[BioRuby] GFF attributes

Fri Sep 5 09:21:02 UTC 2008

Hi,

When extracting attributes from a GFF file,
older implementation seem to have eat the last character before ";".
Current, (downloaded very recently from github), does not split well,
as the regular expression search the largest match.

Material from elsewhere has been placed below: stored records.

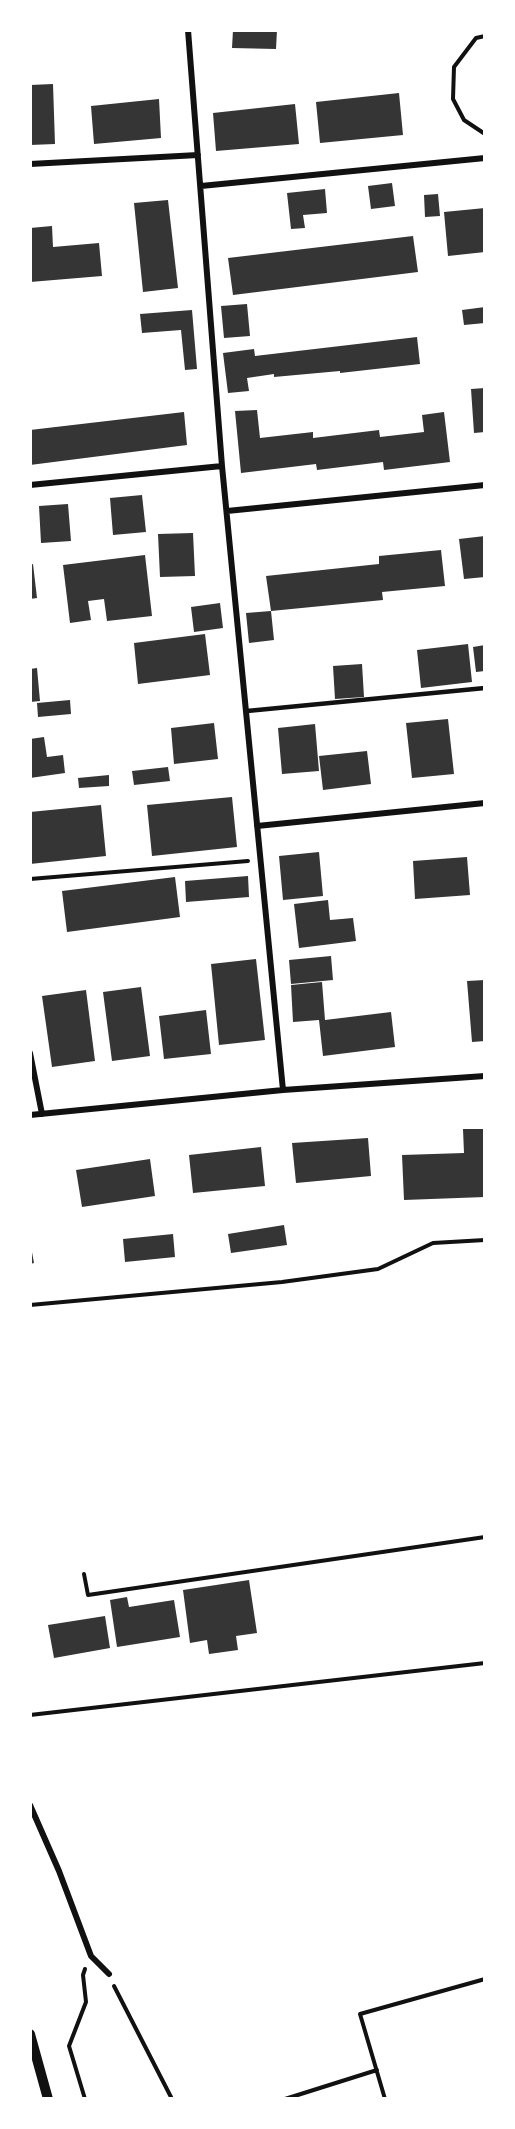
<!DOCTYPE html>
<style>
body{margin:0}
#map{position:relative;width:515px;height:2129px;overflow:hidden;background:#fff;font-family:"DM Sans",sans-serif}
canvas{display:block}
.frame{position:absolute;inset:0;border:32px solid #fff;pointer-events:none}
</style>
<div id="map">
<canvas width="515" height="2129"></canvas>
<div class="frame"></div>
</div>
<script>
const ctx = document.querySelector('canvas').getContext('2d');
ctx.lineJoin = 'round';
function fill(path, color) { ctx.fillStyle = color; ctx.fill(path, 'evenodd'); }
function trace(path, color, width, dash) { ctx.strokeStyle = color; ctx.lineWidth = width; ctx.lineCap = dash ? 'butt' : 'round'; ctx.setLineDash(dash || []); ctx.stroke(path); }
fill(new Path2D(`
 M233,30h44l-1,19 -44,-1z
 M53,84l2,60 -25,1v-60z
 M399,93l4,42 -83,8 -4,-41z
 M159,99l2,39 -67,6 -3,-38z
 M295,104l4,40 -83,7 -3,-38z
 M392,183l3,23 -24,3 -3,-23z
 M325,189l2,24 -24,2 2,13 -14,1 -4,-36z
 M438,194l2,22 -15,1 -1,-22z
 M168,200l10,88 -35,4 -9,-89z
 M485,208v44l-37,4 -4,-44z
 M52,226l1,21 46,-4 3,33 -72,6v-54z
 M413,236l5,36 -185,23 -5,-37z
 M247,304l3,32 -26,2 -3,-32z
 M485,307v16l-21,2 -2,-15z
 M192,310l5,59 -12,1 -4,-40 -39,3 -2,-19z
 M417,337l3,27 -80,9v-2l-66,6v-3l-27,4 2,13 -21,2 -5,-40 31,-4 1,7z
 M485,388v44l-11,1 -3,-44z
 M257,410l3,28 53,-6v6l66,-8 1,7 44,-5 -2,-17 22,-3 6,50 -66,8 -1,-8 -66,8 -1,-6 -75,9 -6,-62z
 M184,412l3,33 -157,20v-35z
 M142,495l4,37 -33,3 -3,-37z
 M68,504l3,37 -30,2 -2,-37z
 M193,533l2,43 -35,1 -2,-43z
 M485,536v41l-21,2 -5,-40z
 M441,550l4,36 -63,6 1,8 -112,11 -5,-35 113,-12v-8z
 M145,555l7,61 -45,5 -3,-22 -16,2 3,19 -21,3 -7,-58z
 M33,564l4,34 -7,1v-34z
 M220,603l3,25 -29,4 -3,-25z
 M271,611l3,29 -25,3 -3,-30z
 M205,634l5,41 -72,9 -4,-41z
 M468,644l4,38 -51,6 -4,-38z
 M485,645v26l-9,1 -3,-25z
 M362,664l2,33 -29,2 -2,-33z
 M37,668l3,33 -10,1v-33z
 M70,700l1,14 -33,3 -1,-14z
 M448,719l6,55 -42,4 -6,-55z
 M214,723l4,36 -44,5 -3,-36z
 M315,724l4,47 -37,3 -4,-46z
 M44,737l3,20 16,-2 2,18 -35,5v-39z
 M367,751l4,33 -48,6 -4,-34z
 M168,767l2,14 -36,4 -2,-14z
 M109,775v11l-30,2 -1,-10z
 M232,797l5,50 -85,9 -5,-51z
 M101,805l5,51 -76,8v-52z
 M319,852l4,44 -40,4 -4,-44z
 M467,857l3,38 -55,4 -2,-38z
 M248,876l1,21 -63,5 -1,-21z
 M175,877l5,40 -113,15 -5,-41z
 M328,900l2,20 23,-2 3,23 -57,7 -5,-44z
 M331,956l2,24 -42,4 -2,-24z
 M256,959l9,81 -46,5 -8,-81z
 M485,980v61l-13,1 -5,-61z
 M322,982l3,38 66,-8 4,35 -72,9 -4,-36 -26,2 -2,-37z
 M141,987l9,69 -38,5 -9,-69z
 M86,990l9,71 -43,6 -10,-71z
 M206,1010l5,44 -47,5 -5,-43z
 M463,1129h22v68l-81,3 -2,-45 62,-2z
 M368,1138l3,38 -75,7 -4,-40z
 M261,1147l4,39 -72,7 -4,-38z
 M150,1159l5,37 -73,11 -6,-37z
 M284,1225l3,20 -56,8 -3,-19z
 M173,1234l2,23 -50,5 -2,-23z
 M30,1241l4,22 -4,1z
 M249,1580l8,53 -21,3 2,14 -29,4 -2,-14 -17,3 -7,-53z
 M127,1597l2,10 45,-7 6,37 -63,10 -7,-47z
 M105,1616l5,32 -56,10 -6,-33z`), '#353535');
trace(new Path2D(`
 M485,36l-9,2 -22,29 -1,32 11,21 21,14
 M30,879l218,-18
 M30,1305l252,-23 96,-13 55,-26 52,-3
 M84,1574l4,21 397,-58
 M30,1715l455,-52
 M114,1986l58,113
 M85,2099l-16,-53 17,-44 -3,-27 2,-6
 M285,2099l92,-29
 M385,2099l-25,-85 125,-35`), '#111', 4);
trace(new Path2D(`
 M247,711l238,-23`), '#111', 4.5);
trace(new Path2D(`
 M188,30l34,436 61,624
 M30,164l168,-9
 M201,186l284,-28
 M30,485l192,-19
 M227,511l258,-26
 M257,826l228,-23
 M30,1053l12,61
 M30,1115l253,-25 202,-14
 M30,1805l29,66 32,85 18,18`), '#111', 6);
trace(new Path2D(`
 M30,2034l18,65`), '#111', 10);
</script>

A patch is included, but I am not sure on the specification.
http://www.sanger.ac.uk/Software/formats/GFF/GFF_Spec.shtml
The specification says:
> From version 2 onwards, the attribute field must have an tag value  
> structure following the syntax used within objects in a .ace file,  
> flattened onto one line by semicolon separators. Tags must be  
> standard identifiers ([A-Za-z][A-Za-z0-9_]*). Free text values must  
> be quoted with double quotes. Note: all non-printing characters in  
> such free text value strings (e.g. newlines, tabs, control  
> characters, etc) must be explicitly represented by their C (UNIX)  
> style backslash-escaped representation (e.g. newlines as '\n', tabs  
> as '\t').


So, it seems that for proper parsing, quotation with double quote  
should be checked for free text,
and semicolon in that quatation is not a separator
for attributes and semicolon may not be preceeded with back slash.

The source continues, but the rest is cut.